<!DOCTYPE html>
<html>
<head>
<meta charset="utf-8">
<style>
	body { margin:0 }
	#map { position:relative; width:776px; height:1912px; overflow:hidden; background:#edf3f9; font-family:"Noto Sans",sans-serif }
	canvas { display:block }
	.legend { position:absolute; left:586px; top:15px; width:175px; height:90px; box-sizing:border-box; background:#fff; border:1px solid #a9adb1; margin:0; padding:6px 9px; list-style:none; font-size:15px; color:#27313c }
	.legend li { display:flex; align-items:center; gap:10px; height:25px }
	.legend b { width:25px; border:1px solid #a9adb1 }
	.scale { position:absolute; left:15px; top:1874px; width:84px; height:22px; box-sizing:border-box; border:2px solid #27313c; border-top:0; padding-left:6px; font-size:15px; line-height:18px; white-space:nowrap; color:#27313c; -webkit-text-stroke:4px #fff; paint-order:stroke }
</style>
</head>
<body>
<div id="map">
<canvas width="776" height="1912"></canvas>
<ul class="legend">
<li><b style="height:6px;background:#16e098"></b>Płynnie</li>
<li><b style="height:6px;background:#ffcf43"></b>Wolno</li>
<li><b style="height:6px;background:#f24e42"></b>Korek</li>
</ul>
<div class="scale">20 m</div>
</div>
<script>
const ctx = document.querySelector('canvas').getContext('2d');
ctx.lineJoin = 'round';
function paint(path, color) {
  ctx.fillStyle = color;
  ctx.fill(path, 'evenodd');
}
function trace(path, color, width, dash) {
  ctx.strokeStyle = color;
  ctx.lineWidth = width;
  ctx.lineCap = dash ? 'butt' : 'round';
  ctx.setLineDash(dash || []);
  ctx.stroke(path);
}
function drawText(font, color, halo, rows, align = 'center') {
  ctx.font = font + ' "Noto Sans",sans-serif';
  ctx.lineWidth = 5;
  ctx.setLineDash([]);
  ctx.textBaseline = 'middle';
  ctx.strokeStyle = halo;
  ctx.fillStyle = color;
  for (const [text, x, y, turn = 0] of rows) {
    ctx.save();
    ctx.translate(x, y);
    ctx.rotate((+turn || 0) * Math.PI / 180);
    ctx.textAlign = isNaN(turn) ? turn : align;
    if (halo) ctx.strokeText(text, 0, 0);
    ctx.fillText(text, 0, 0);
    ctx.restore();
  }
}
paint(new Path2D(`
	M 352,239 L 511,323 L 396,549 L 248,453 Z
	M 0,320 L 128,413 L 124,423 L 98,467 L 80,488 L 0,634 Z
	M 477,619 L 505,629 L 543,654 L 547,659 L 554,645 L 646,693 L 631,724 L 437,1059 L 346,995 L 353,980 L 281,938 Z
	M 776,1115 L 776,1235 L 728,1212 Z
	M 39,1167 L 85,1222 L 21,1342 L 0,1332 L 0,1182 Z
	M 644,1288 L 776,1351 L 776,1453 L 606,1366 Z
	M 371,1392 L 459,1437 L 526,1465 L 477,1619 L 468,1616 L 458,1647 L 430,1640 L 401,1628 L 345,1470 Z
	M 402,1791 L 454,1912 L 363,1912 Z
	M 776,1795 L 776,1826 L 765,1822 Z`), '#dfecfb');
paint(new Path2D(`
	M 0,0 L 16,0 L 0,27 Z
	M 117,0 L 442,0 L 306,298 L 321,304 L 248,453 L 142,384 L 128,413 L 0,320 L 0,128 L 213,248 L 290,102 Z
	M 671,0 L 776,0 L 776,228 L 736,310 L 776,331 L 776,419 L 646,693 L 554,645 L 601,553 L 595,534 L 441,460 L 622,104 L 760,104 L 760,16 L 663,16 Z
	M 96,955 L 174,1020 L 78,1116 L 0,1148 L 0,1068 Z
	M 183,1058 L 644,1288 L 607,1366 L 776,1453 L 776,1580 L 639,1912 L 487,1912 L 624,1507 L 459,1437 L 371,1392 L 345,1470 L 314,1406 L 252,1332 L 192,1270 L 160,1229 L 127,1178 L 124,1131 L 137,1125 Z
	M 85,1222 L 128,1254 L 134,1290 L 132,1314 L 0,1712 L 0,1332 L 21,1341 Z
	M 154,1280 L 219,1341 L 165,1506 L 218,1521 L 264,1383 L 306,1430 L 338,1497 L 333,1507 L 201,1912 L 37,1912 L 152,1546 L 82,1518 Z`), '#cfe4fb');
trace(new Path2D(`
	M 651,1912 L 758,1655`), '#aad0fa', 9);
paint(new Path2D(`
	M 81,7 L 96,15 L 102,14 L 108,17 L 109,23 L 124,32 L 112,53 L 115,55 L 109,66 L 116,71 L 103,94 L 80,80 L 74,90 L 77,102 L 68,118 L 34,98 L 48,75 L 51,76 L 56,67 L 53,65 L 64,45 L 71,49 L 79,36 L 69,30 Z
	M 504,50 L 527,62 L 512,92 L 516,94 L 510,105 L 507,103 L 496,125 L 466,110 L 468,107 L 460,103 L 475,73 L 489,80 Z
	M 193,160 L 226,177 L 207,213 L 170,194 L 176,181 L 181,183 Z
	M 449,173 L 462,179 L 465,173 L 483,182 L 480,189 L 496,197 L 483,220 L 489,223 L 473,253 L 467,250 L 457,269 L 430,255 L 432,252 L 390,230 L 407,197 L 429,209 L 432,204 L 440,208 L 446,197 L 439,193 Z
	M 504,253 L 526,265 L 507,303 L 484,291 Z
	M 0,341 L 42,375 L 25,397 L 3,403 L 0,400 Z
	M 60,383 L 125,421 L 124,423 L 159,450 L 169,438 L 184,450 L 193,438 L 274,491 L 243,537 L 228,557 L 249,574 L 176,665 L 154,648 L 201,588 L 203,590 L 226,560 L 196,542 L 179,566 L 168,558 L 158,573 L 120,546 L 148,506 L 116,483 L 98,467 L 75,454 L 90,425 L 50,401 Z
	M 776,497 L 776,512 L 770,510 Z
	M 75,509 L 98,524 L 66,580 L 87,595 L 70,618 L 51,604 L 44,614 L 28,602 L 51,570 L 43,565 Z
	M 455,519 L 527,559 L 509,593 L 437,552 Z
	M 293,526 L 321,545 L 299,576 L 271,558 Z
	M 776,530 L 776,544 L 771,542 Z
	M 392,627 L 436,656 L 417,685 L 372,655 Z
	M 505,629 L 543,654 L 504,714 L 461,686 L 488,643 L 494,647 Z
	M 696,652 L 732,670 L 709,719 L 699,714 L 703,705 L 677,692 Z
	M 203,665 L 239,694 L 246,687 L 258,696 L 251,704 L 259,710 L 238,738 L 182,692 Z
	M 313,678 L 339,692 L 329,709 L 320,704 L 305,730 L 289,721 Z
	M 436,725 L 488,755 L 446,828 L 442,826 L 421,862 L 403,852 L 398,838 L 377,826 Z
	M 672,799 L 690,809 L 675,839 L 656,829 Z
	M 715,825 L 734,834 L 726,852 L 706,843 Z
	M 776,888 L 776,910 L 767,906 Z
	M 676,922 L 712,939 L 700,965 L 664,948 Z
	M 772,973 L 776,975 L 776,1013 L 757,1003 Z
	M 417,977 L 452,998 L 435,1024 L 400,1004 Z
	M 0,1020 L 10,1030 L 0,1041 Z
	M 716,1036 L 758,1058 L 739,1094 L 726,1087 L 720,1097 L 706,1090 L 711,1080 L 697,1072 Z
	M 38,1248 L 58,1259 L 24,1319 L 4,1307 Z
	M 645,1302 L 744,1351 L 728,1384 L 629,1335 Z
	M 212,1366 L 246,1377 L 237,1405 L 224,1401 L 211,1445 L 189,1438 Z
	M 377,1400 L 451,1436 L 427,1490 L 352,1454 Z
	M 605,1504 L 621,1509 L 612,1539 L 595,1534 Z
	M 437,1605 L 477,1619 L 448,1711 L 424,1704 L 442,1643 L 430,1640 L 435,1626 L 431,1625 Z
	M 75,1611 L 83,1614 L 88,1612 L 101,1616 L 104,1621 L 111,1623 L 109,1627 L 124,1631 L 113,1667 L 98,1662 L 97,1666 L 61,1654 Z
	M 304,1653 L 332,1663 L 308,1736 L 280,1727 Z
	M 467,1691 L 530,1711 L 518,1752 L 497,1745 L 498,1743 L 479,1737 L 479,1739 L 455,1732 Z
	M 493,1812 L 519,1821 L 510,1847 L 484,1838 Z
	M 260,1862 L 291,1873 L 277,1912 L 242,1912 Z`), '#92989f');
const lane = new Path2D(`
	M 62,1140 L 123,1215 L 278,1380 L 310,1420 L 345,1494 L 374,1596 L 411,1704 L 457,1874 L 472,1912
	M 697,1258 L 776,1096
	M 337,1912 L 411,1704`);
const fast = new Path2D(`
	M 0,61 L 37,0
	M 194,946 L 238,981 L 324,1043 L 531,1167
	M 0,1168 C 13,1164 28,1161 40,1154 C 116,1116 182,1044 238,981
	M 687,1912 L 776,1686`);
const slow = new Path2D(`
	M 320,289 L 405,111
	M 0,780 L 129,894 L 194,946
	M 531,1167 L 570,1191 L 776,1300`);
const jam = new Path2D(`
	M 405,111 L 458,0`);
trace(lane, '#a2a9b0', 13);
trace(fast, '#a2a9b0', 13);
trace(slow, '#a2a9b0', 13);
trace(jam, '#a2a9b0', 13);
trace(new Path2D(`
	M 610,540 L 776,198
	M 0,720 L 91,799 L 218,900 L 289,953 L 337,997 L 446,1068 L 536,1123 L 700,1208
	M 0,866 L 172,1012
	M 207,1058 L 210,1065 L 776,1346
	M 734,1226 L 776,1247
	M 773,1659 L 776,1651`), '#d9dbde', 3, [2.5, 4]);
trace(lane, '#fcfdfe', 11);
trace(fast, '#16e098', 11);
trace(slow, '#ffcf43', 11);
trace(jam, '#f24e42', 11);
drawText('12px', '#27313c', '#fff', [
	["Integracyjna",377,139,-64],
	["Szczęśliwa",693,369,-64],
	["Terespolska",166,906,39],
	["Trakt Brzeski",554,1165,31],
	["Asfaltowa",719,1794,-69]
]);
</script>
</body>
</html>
________________
# [Task description]
Lines wanted from the listing above: the line with "M 417,977 L 452,998 L 435,1024 L 400,1004 Z" up to and including the line with "M 734,1226 L 776,1247". Please write them out exactly, adding nothing else.

# [Answer section]
	M 417,977 L 452,998 L 435,1024 L 400,1004 Z
	M 0,1020 L 10,1030 L 0,1041 Z
	M 716,1036 L 758,1058 L 739,1094 L 726,1087 L 720,1097 L 706,1090 L 711,1080 L 697,1072 Z
	M 38,1248 L 58,1259 L 24,1319 L 4,1307 Z
	M 645,1302 L 744,1351 L 728,1384 L 629,1335 Z
	M 212,1366 L 246,1377 L 237,1405 L 224,1401 L 211,1445 L 189,1438 Z
	M 377,1400 L 451,1436 L 427,1490 L 352,1454 Z
	M 605,1504 L 621,1509 L 612,1539 L 595,1534 Z
	M 437,1605 L 477,1619 L 448,1711 L 424,1704 L 442,1643 L 430,1640 L 435,1626 L 431,1625 Z
	M 75,1611 L 83,1614 L 88,1612 L 101,1616 L 104,1621 L 111,1623 L 109,1627 L 124,1631 L 113,1667 L 98,1662 L 97,1666 L 61,1654 Z
	M 304,1653 L 332,1663 L 308,1736 L 280,1727 Z
	M 467,1691 L 530,1711 L 518,1752 L 497,1745 L 498,1743 L 479,1737 L 479,1739 L 455,1732 Z
	M 493,1812 L 519,1821 L 510,1847 L 484,1838 Z
	M 260,1862 L 291,1873 L 277,1912 L 242,1912 Z`), '#92989f');
const lane = new Path2D(`
	M 62,1140 L 123,1215 L 278,1380 L 310,1420 L 345,1494 L 374,1596 L 411,1704 L 457,1874 L 472,1912
	M 697,1258 L 776,1096
	M 337,1912 L 411,1704`);
const fast = new Path2D(`
	M 0,61 L 37,0
	M 194,946 L 238,981 L 324,1043 L 531,1167
	M 0,1168 C 13,1164 28,1161 40,1154 C 116,1116 182,1044 238,981
	M 687,1912 L 776,1686`);
const slow = new Path2D(`
	M 320,289 L 405,111
	M 0,780 L 129,894 L 194,946
	M 531,1167 L 570,1191 L 776,1300`);
const jam = new Path2D(`
	M 405,111 L 458,0`);
trace(lane, '#a2a9b0', 13);
trace(fast, '#a2a9b0', 13);
trace(slow, '#a2a9b0', 13);
trace(jam, '#a2a9b0', 13);
trace(new Path2D(`
	M 610,540 L 776,198
	M 0,720 L 91,799 L 218,900 L 289,953 L 337,997 L 446,1068 L 536,1123 L 700,1208
	M 0,866 L 172,1012
	M 207,1058 L 210,1065 L 776,1346
	M 734,1226 L 776,1247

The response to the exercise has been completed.